Aber ich verstehe euch, ja wirklich, ihr habt ja auch allen Grund dazu! Wo sich doch in euren Tempeln die Priester en masse der gleichgeschlechtlichen Liebe ebenso hingeben wie zur Liebe zu Kindern, und darob das Wort eures Gottes vergessen. Pfarrerinnen outen sich als Lesben, und dabei hat die eine im Religionsunterricht noch zu den Kindern gesprochen.

Eine Schande ist das, jawohl. Das muss man verhindern und hart in sie eindringen, um ganz deutlich zu machen, dass es so nicht geht. Das gilt natürlich für Priester wie für Nonnen. Pfui! Ich stelle mir grad vor, wie sie ….

Nun, ich will eure Geduld nicht überstrapazieren. Ihr leistet Grosses, und Putin, Bolsonaro, Orban und das ganze Bollwerk gegen den «Gesellschaftszerfall» werden es euch danken.

Aber bevor ich ende, möchte ich doch noch einige Fragen stellen. «Eine Welle der LGBTIQ-Ideologie bricht über die Schweiz herein und erfasst immer sichtbarer Teile der Wirtschaft und der Jugendverbände.» What? Wirtschaft und Jugendverbände? Ogottogott! Aber immerhin sind sie noch nicht über die Bildung und Forschung oder gar die Politik hereingebrochen! Wär ja noch schöner! Stelle man sich eine*n Transgendermenschen bei der Vereidigung beim Nationalrat vor! Wie soll man ihn*Sie ansprechen? Und was für eine Politik sollte das werden von jemandem, der sich offensichtlich nicht entscheiden kann?

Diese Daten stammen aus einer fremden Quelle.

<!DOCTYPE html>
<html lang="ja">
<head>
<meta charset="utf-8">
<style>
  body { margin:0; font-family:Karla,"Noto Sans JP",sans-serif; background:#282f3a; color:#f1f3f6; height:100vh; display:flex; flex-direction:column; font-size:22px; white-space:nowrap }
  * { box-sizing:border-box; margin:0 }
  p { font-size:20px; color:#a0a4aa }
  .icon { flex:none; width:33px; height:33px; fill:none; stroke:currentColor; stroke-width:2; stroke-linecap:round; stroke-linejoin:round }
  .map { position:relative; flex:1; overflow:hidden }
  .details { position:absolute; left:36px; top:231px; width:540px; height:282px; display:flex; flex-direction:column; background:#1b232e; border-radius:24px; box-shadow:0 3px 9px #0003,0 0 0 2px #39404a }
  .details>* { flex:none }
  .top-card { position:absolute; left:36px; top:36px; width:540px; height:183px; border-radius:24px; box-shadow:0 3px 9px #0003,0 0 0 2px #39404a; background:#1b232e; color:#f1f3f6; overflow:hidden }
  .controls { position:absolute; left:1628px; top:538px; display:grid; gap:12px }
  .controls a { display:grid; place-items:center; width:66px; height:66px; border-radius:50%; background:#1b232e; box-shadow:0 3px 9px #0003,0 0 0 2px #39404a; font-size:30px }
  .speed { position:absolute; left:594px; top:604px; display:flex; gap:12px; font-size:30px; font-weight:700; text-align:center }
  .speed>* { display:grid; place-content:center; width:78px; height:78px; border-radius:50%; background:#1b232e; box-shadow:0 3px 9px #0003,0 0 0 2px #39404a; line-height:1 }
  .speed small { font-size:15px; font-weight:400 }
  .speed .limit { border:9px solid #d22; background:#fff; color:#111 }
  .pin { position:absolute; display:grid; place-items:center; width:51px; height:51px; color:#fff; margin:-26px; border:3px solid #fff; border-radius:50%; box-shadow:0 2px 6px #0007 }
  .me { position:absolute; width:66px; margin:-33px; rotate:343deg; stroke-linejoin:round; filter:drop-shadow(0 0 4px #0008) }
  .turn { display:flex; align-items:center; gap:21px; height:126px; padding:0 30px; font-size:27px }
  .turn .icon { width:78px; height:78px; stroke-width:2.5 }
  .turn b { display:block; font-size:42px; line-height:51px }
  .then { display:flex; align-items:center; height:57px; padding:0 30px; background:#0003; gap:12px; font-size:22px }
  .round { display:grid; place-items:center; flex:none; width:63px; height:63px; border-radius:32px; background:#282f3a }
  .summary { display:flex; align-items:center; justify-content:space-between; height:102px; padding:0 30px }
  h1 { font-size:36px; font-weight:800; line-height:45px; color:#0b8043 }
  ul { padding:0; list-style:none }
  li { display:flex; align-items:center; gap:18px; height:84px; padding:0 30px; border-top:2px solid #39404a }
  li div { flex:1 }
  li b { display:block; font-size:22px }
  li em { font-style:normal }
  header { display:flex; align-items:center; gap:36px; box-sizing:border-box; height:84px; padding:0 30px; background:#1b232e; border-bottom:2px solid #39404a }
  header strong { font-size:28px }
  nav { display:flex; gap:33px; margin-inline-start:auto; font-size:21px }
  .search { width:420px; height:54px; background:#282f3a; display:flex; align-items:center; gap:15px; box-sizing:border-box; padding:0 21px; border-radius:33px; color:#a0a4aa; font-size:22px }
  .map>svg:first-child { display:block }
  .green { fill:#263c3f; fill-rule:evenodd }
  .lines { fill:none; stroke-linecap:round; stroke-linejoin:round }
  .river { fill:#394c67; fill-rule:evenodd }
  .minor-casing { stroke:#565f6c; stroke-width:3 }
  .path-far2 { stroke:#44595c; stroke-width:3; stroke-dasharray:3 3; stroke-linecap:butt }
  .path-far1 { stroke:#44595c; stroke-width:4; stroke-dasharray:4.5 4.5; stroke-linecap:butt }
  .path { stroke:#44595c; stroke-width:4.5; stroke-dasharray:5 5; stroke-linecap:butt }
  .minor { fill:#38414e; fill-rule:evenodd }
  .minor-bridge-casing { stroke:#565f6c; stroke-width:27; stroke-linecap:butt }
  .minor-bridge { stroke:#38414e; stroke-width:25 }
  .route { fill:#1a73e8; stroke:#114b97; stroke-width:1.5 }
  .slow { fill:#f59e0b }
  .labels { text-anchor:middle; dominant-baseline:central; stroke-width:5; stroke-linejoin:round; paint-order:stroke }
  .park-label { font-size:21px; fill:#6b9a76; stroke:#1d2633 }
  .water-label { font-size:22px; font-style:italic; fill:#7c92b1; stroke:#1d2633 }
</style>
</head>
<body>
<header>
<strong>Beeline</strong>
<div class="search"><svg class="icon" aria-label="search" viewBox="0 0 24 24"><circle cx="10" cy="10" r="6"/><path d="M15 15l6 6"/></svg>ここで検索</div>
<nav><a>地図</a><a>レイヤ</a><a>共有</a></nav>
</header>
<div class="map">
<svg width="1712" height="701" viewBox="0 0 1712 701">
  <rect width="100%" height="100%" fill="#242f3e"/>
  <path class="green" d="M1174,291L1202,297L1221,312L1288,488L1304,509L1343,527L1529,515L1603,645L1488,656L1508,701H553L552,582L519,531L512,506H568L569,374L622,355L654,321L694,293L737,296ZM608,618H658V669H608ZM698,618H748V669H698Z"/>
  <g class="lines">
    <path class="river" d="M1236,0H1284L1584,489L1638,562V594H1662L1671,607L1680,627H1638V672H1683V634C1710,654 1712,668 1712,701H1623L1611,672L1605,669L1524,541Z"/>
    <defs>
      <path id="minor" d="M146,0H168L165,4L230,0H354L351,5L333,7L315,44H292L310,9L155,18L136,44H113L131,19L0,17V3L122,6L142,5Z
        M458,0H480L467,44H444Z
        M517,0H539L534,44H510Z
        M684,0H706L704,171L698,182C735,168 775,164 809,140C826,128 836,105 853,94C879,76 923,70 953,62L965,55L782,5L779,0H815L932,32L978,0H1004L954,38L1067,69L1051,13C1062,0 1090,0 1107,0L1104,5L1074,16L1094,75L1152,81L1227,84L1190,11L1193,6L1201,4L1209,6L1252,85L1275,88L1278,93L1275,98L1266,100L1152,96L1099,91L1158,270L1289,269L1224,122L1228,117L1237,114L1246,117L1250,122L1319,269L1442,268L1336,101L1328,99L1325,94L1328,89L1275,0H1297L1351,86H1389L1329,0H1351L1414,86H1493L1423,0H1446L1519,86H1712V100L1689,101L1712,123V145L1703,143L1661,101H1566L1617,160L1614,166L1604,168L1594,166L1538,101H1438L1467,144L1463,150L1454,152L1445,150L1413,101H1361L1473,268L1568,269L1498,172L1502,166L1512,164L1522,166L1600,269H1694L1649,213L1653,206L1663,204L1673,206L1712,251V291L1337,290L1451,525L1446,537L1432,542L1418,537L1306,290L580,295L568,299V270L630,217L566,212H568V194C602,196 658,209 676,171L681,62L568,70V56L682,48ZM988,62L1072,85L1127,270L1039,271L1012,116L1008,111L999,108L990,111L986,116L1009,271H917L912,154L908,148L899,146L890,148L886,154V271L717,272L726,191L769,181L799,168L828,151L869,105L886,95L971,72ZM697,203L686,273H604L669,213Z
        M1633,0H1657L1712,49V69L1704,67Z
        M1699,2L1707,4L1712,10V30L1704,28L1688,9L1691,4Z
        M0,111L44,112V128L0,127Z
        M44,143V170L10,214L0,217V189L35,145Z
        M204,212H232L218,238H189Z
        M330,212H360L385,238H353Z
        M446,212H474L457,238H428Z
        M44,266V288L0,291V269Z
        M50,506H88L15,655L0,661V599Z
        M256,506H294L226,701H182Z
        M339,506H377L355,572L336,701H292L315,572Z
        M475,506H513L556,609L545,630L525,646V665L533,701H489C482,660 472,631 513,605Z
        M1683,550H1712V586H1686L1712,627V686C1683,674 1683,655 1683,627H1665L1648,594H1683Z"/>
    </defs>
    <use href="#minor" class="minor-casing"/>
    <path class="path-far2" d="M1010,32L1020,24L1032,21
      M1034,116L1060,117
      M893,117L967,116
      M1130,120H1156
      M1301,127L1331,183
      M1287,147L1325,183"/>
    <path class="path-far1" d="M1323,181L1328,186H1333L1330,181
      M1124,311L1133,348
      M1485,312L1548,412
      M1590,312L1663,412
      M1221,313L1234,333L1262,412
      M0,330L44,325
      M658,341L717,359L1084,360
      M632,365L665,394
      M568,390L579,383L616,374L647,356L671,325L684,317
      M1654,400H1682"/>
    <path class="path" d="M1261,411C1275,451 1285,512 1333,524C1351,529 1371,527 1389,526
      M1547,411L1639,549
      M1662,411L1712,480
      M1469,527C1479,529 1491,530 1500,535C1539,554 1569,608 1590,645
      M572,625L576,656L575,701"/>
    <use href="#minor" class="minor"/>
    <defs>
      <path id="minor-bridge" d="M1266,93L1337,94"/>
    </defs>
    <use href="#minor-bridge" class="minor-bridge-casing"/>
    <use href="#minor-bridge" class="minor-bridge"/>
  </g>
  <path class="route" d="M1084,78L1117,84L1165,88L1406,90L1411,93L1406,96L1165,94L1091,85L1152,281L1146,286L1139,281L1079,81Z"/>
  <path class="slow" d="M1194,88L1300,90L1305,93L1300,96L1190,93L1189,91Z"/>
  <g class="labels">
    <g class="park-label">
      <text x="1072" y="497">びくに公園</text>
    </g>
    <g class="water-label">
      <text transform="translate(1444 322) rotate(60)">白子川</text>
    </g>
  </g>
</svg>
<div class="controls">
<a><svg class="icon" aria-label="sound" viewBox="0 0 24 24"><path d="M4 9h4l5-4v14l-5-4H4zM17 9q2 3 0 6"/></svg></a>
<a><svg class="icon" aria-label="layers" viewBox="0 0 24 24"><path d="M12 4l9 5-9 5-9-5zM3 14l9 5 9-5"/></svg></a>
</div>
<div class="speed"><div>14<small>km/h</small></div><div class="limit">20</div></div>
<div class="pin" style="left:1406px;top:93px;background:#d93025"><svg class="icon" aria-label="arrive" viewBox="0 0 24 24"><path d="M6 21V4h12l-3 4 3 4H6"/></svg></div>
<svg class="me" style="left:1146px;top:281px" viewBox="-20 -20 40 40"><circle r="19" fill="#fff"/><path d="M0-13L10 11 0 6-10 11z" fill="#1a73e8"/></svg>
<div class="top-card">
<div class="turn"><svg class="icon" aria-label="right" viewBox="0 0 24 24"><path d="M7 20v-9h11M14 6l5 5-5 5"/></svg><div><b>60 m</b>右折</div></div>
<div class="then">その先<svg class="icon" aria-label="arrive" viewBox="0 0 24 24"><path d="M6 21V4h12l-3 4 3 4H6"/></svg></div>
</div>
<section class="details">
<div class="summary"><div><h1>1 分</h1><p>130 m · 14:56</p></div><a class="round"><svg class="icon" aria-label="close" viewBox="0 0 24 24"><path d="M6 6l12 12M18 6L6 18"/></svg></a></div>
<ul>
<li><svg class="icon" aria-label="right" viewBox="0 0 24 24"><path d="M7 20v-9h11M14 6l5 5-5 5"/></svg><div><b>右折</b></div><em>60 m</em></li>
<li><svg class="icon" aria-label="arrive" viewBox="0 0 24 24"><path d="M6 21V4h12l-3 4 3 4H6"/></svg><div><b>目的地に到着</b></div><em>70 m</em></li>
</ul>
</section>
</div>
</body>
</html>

Ja, das macht ihr richtig, dass ihr da dagegen seid! Auf den Rechtskonservatismus kann man sich eben verlassen!

Und dann, das finde ich ja wunderbar, zitiert ihr auch das Buch der Heiligen Gabriele Kuby! Dieser katholischen Menschenfreundin, die, wie es sich gehört, munter gegen Demokratie, für Putin, gegen Schwule und Lesben und sowieso gegen das ganze Gegendere und akatholische Gemauschel der Linken wettert. Was würden wir nur ohne euch tun!

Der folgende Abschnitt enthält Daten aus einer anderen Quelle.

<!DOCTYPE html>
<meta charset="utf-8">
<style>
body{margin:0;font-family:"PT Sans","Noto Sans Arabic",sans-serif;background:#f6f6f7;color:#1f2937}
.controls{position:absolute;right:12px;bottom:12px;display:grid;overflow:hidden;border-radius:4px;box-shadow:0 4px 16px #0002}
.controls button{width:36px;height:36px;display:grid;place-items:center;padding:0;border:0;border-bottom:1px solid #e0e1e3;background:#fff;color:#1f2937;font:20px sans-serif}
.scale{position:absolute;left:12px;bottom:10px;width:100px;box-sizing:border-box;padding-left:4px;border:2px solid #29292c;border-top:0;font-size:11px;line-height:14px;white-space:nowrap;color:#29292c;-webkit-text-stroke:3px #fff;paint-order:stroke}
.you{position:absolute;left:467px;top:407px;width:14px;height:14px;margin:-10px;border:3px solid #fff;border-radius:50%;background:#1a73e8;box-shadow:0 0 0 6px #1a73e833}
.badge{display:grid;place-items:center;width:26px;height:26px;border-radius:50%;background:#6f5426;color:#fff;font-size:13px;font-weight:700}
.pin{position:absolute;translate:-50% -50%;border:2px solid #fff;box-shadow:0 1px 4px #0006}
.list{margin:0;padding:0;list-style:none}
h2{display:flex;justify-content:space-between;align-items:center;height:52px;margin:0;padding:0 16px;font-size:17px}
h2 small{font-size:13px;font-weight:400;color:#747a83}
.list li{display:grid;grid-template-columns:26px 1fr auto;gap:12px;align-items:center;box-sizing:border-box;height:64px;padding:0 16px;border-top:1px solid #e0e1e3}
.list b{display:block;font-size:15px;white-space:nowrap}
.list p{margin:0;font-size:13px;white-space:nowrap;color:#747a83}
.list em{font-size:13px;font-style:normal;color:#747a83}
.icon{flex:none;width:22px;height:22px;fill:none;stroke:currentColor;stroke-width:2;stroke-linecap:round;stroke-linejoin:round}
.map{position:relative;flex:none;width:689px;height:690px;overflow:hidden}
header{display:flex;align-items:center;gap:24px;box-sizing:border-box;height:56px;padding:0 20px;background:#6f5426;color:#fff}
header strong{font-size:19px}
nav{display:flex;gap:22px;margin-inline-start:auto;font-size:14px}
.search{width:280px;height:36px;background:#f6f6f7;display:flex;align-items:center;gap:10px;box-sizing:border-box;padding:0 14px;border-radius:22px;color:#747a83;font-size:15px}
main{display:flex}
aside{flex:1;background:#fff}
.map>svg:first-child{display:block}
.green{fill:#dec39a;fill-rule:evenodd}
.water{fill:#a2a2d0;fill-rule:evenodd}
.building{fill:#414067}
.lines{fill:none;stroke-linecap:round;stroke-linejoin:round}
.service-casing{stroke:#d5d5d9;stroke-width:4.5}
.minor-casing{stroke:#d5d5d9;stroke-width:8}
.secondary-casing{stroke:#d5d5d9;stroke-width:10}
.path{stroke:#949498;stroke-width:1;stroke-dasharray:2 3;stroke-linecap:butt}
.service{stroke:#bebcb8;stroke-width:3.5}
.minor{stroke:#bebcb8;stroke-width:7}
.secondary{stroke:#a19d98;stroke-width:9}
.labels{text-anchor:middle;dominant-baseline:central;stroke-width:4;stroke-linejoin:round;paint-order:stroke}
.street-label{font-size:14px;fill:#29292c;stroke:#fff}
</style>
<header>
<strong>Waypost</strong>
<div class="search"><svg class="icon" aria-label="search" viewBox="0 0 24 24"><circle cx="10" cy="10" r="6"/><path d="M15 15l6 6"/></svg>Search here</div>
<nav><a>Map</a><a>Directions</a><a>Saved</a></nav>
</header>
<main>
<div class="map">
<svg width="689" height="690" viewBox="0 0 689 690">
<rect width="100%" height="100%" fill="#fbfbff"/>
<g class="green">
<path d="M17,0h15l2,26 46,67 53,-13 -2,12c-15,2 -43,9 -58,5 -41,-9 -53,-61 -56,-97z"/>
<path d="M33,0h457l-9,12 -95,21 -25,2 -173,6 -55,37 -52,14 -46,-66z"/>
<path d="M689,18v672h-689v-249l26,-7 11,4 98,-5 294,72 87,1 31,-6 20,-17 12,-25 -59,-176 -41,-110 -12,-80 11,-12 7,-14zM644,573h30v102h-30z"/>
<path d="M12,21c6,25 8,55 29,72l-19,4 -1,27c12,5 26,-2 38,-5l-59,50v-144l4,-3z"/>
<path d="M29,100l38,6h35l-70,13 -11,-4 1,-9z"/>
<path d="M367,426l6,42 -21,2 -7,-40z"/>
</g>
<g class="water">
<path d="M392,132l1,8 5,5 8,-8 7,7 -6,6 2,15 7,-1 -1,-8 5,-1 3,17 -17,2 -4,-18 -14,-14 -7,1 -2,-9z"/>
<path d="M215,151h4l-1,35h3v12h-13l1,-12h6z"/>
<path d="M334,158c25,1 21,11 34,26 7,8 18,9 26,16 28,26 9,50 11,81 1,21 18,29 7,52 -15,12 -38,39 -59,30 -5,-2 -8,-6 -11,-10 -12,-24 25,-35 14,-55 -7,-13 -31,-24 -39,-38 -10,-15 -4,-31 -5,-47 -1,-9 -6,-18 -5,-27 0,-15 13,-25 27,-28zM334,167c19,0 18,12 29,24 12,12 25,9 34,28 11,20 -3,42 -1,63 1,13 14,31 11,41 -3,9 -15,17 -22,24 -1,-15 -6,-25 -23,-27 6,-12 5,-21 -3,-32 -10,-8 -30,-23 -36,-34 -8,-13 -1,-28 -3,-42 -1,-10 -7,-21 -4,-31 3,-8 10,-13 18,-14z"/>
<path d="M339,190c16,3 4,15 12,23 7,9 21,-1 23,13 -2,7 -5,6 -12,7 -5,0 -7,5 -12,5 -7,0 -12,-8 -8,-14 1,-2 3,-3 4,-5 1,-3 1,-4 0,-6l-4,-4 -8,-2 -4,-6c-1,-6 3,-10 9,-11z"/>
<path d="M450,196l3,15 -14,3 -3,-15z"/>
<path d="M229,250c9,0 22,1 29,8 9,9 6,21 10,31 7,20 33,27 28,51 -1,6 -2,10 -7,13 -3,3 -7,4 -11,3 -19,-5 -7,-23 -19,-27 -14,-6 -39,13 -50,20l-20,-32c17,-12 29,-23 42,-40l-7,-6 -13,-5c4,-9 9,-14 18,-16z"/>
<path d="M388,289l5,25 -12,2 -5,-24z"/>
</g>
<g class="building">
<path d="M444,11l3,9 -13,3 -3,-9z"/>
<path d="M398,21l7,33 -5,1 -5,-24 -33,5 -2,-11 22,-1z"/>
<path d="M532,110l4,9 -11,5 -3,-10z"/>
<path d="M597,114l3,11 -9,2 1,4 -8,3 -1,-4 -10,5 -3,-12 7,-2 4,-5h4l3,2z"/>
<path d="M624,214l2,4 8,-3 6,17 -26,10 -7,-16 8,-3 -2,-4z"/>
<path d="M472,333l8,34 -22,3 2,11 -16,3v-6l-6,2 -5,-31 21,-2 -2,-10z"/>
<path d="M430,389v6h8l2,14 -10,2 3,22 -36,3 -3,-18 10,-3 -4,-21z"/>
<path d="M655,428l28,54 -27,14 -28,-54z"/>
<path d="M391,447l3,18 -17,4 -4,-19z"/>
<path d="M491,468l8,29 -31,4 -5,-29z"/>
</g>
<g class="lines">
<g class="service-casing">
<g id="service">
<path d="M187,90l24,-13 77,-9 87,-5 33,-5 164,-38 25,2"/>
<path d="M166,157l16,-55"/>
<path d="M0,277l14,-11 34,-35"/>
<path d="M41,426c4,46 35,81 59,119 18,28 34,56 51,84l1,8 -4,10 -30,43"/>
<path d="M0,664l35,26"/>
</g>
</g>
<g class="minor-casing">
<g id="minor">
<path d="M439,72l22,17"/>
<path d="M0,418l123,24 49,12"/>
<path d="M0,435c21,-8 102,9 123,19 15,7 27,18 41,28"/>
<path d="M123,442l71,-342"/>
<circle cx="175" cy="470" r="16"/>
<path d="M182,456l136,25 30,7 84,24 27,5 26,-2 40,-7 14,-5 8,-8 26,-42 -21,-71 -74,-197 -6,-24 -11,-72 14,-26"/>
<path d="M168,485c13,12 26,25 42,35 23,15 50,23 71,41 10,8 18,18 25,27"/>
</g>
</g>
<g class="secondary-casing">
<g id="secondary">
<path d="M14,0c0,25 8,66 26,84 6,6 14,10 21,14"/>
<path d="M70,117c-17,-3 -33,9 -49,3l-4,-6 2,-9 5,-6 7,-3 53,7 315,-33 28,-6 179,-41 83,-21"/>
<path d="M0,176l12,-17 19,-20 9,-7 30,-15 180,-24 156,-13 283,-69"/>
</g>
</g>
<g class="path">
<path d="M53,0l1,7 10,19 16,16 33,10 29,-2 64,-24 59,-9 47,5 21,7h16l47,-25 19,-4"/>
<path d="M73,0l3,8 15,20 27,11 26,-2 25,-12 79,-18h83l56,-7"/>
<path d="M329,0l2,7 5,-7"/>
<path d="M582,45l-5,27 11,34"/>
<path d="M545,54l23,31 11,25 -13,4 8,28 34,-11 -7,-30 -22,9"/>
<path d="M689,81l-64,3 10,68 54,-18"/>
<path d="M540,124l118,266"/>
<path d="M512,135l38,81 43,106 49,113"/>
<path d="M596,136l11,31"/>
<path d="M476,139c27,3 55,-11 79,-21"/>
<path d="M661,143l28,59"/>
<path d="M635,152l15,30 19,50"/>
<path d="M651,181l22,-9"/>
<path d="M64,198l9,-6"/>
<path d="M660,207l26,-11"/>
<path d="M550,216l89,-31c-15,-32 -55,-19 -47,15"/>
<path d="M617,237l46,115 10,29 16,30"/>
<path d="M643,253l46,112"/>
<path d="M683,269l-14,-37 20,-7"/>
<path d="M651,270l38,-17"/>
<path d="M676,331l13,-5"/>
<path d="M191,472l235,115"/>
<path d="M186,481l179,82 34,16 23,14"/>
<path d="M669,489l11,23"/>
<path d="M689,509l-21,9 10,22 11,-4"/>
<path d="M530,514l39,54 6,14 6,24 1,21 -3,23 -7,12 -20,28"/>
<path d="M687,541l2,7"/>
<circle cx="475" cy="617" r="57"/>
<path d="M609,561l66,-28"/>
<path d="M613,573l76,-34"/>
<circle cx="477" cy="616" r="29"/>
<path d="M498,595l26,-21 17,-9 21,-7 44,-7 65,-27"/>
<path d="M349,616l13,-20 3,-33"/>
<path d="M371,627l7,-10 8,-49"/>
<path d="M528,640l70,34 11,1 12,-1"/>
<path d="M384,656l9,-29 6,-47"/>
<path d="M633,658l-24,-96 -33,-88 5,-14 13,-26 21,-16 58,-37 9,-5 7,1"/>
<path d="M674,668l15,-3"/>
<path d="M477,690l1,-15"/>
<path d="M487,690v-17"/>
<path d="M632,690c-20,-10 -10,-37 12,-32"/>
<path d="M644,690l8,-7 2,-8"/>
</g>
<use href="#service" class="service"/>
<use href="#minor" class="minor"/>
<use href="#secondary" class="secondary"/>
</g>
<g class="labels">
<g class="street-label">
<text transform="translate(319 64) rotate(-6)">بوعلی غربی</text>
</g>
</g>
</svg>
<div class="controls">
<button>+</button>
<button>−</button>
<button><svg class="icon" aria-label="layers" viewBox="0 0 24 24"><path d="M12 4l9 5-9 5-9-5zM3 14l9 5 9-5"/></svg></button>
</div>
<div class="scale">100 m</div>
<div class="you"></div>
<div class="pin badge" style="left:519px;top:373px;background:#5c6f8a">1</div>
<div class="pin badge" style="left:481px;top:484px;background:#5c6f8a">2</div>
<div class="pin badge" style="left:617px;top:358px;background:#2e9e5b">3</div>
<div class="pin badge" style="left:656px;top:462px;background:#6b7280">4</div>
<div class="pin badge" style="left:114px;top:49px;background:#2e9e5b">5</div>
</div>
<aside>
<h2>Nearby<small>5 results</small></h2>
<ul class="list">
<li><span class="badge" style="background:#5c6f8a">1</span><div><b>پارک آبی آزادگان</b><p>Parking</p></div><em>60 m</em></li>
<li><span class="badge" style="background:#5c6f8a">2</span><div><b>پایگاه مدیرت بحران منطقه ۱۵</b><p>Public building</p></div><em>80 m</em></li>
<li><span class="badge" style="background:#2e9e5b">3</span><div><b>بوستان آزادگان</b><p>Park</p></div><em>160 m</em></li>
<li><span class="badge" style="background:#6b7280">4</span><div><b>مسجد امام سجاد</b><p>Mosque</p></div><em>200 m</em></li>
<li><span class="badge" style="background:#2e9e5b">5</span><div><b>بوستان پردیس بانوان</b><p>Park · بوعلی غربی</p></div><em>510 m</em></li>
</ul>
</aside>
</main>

Aber am besten ist, dass ihr aufdeckt «… Völlig inakzeptabel sind die öffentlichen Stellungnahmen der UBS-Verantwortlichen, welche diese unwissenschaftliche Sexualideologie unterstützen und unternehmensintern durchsetzen wollen. Die Aussagen der Unternehmensspitze haben das Potential, das Vertrauen vieler Kunden in die Grossbank nachhaltig zu erschüttern.»

Da habt ihr natürlich völlig recht, wenn ihr schreibt, dass man gegebenenfalls – ich nehme an, ihr meint, wenn man UBS-Aktien besitzt – den Bankberater kontaktieren soll.

Da Frauen und Schwule und andere unerwünschte Personen sowieso keine Bankkonten haben sollten, wird das der UBS aber wohl nicht schaden. Oder? Müsste man die Bank nicht viel besser schliessen? Und die Swiss? Die Kantonalbanken? Ja den ganzen verdammten Bundesapparat, der solches ja schon seit Längerem in seinen gottlosen Schriften verbreitet?

 

Aber ihr wisst das sicher besser als ich. Macht also so weiter.

Dass ihr auch aufgedeckt habt, dass am Bundeslager der Pfadi doch tatsächlich über das Thema LGBTIQ gesprochen wurde, rechne ich euch hoch an. Nicht nur, dass ich jetzt weiss, dass es sogar da Schwule und Lesben gibt und sich wahrscheinlich gar der oder die eine oder andere Transgender unter der Uniform versteckt. Das Ganze wird auch noch im Tagesprogramm veröffentlicht!

 

Nun, Herr Jérôme Schwyzer und Frau Andrea Geissbühler, ich kann nur sagen: Ich bin stolz auf Sie! Sie haben es in Ihrem Schreiben doch tatsächlich geschafft, dass ich mich wieder der guten alten Werte der Schweiz erinnere. Sachen wie:

«Das Schweizervolk und die Kantone, in der Verantwortung gegenüber der Schöpfung, im Bestreben, den Bund zu erneuern, um Freiheit und Demokratie, Unabhängigkeit und Frieden in Solidarität und Offenheit gegenüber der Welt zu stärken, im Willen, in gegenseitiger Rücksichtnahme und Achtung ihre Vielfalt in der Ein­heit zu leben, im Bewusstsein der gemeinsamen Errungenschaften und der Verantwortung gegen­über den künftigen Generationen, gewiss, dass frei nur ist, wer seine Freiheit gebraucht, und dass die Stärke des Vol­kes sich misst am Wohl der Schwachen.»

Echter Schweizer Scheiss halt. Gut und cool!